** EXTRACTED DATA follows **
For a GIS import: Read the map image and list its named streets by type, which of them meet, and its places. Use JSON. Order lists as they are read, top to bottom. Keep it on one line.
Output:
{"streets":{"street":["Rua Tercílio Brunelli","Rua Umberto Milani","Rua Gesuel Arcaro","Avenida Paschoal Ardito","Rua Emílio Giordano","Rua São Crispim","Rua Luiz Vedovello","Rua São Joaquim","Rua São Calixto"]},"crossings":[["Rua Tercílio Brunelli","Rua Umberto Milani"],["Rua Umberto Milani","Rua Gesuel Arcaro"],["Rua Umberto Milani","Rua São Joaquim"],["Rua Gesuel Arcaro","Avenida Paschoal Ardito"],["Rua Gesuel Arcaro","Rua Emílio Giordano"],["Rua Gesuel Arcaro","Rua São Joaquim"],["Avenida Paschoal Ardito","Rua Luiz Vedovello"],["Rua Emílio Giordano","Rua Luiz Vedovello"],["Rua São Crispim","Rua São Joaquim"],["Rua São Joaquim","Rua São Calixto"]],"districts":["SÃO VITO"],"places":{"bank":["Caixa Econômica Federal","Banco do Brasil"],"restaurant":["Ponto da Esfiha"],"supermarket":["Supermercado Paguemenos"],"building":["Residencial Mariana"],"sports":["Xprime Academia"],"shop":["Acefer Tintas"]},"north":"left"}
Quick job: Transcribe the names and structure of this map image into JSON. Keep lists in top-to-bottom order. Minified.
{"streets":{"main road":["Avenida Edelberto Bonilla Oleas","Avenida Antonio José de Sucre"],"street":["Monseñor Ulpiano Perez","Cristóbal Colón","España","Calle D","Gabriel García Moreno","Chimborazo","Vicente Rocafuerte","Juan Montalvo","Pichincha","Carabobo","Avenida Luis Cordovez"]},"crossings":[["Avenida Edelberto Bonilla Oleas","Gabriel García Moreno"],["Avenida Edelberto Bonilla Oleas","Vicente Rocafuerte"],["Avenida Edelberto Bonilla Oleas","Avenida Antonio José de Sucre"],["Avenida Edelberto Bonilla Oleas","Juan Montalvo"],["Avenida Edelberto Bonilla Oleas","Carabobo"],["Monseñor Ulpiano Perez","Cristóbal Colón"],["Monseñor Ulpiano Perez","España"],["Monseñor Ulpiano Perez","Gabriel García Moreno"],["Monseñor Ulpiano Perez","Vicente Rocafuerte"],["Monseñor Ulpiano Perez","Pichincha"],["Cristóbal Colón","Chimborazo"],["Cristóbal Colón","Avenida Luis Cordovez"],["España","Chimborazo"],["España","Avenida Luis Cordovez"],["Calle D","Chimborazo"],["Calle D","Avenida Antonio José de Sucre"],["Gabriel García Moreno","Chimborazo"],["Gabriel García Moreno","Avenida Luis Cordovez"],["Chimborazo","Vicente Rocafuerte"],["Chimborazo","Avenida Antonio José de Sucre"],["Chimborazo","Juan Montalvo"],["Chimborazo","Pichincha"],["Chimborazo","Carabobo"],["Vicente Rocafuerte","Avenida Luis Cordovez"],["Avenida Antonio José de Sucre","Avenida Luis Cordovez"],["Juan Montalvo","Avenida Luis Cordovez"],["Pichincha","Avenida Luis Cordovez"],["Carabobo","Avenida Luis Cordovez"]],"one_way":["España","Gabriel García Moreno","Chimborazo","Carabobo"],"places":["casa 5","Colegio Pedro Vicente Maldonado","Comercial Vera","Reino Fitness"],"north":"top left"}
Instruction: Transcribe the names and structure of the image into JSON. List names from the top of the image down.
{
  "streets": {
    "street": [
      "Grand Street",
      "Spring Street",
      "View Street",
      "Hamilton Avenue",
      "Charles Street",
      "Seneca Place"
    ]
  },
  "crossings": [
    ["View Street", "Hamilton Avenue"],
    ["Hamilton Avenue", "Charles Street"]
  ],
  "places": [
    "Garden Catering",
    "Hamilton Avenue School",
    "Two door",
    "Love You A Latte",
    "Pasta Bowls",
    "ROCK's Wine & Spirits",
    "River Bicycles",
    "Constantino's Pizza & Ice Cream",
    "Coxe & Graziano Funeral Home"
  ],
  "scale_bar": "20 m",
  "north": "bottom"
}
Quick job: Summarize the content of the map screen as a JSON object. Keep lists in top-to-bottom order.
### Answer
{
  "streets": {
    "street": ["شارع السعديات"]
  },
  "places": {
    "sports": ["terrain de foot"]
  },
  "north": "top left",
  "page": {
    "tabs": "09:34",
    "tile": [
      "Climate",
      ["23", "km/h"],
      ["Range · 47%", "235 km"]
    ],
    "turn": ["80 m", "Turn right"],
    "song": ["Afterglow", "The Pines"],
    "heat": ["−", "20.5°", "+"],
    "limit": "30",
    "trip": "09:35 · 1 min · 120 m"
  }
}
** End of EXTRACTED DATA **
● EXERCISE INSTRUCTIONS: This exercise needs each record retyped exactly as shown.

● TASK SOLUTION:
For a GIS import: Read the map image and list its named streets by type, which of them meet, and its places. Use JSON. Order lists as they are read, top to bottom. Keep it on one line.
Output:
{"streets":{"street":["Rua Tercílio Brunelli","Rua Umberto Milani","Rua Gesuel Arcaro","Avenida Paschoal Ardito","Rua Emílio Giordano","Rua São Crispim","Rua Luiz Vedovello","Rua São Joaquim","Rua São Calixto"]},"crossings":[["Rua Tercílio Brunelli","Rua Umberto Milani"],["Rua Umberto Milani","Rua Gesuel Arcaro"],["Rua Umberto Milani","Rua São Joaquim"],["Rua Gesuel Arcaro","Avenida Paschoal Ardito"],["Rua Gesuel Arcaro","Rua Emílio Giordano"],["Rua Gesuel Arcaro","Rua São Joaquim"],["Avenida Paschoal Ardito","Rua Luiz Vedovello"],["Rua Emílio Giordano","Rua Luiz Vedovello"],["Rua São Crispim","Rua São Joaquim"],["Rua São Joaquim","Rua São Calixto"]],"districts":["SÃO VITO"],"places":{"bank":["Caixa Econômica Federal","Banco do Brasil"],"restaurant":["Ponto da Esfiha"],"supermarket":["Supermercado Paguemenos"],"building":["Residencial Mariana"],"sports":["Xprime Academia"],"shop":["Acefer Tintas"]},"north":"left"}
Quick job: Transcribe the names and structure of this map image into JSON. Keep lists in top-to-bottom order. Minified.
{"streets":{"main road":["Avenida Edelberto Bonilla Oleas","Avenida Antonio José de Sucre"],"street":["Monseñor Ulpiano Perez","Cristóbal Colón","España","Calle D","Gabriel García Moreno","Chimborazo","Vicente Rocafuerte","Juan Montalvo","Pichincha","Carabobo","Avenida Luis Cordovez"]},"crossings":[["Avenida Edelberto Bonilla Oleas","Gabriel García Moreno"],["Avenida Edelberto Bonilla Oleas","Vicente Rocafuerte"],["Avenida Edelberto Bonilla Oleas","Avenida Antonio José de Sucre"],["Avenida Edelberto Bonilla Oleas","Juan Montalvo"],["Avenida Edelberto Bonilla Oleas","Carabobo"],["Monseñor Ulpiano Perez","Cristóbal Colón"],["Monseñor Ulpiano Perez","España"],["Monseñor Ulpiano Perez","Gabriel García Moreno"],["Monseñor Ulpiano Perez","Vicente Rocafuerte"],["Monseñor Ulpiano Perez","Pichincha"],["Cristóbal Colón","Chimborazo"],["Cristóbal Colón","Avenida Luis Cordovez"],["España","Chimborazo"],["España","Avenida Luis Cordovez"],["Calle D","Chimborazo"],["Calle D","Avenida Antonio José de Sucre"],["Gabriel García Moreno","Chimborazo"],["Gabriel García Moreno","Avenida Luis Cordovez"],["Chimborazo","Vicente Rocafuerte"],["Chimborazo","Avenida Antonio José de Sucre"],["Chimborazo","Juan Montalvo"],["Chimborazo","Pichincha"],["Chimborazo","Carabobo"],["Vicente Rocafuerte","Avenida Luis Cordovez"],["Avenida Antonio José de Sucre","Avenida Luis Cordovez"],["Juan Montalvo","Avenida Luis Cordovez"],["Pichincha","Avenida Luis Cordovez"],["Carabobo","Avenida Luis Cordovez"]],"one_way":["España","Gabriel García Moreno","Chimborazo","Carabobo"],"places":["casa 5","Colegio Pedro Vicente Maldonado","Comercial Vera","Reino Fitness"],"north":"top left"}
Instruction: Transcribe the names and structure of the image into JSON. List names from the top of the image down.
{
  "streets": {
    "street": [
      "Grand Street",
      "Spring Street",
      "View Street",
      "Hamilton Avenue",
      "Charles Street",
      "Seneca Place"
    ]
  },
  "crossings": [
    ["View Street", "Hamilton Avenue"],
    ["Hamilton Avenue", "Charles Street"]
  ],
  "places": [
    "Garden Catering",
    "Hamilton Avenue School",
    "Two door",
    "Love You A Latte",
    "Pasta Bowls",
    "ROCK's Wine & Spirits",
    "River Bicycles",
    "Constantino's Pizza & Ice Cream",
    "Coxe & Graziano Funeral Home"
  ],
  "scale_bar": "20 m",
  "north": "bottom"
}
Quick job: Summarize the content of the map screen as a JSON object. Keep lists in top-to-bottom order.
### Answer
{
  "streets": {
    "street": ["شارع السعديات"]
  },
  "places": {
    "sports": ["terrain de foot"]
  },
  "north": "top left",
  "page": {
    "tabs": "09:34",
    "tile": [
      "Climate",
      ["23", "km/h"],
      ["Range · 47%", "235 km"]
    ],
    "turn": ["80 m", "Turn right"],
    "song": ["Afterglow", "The Pines"],
    "heat": ["−", "20.5°", "+"],
    "limit": "30",
    "trip": "09:35 · 1 min · 120 m"
  }
}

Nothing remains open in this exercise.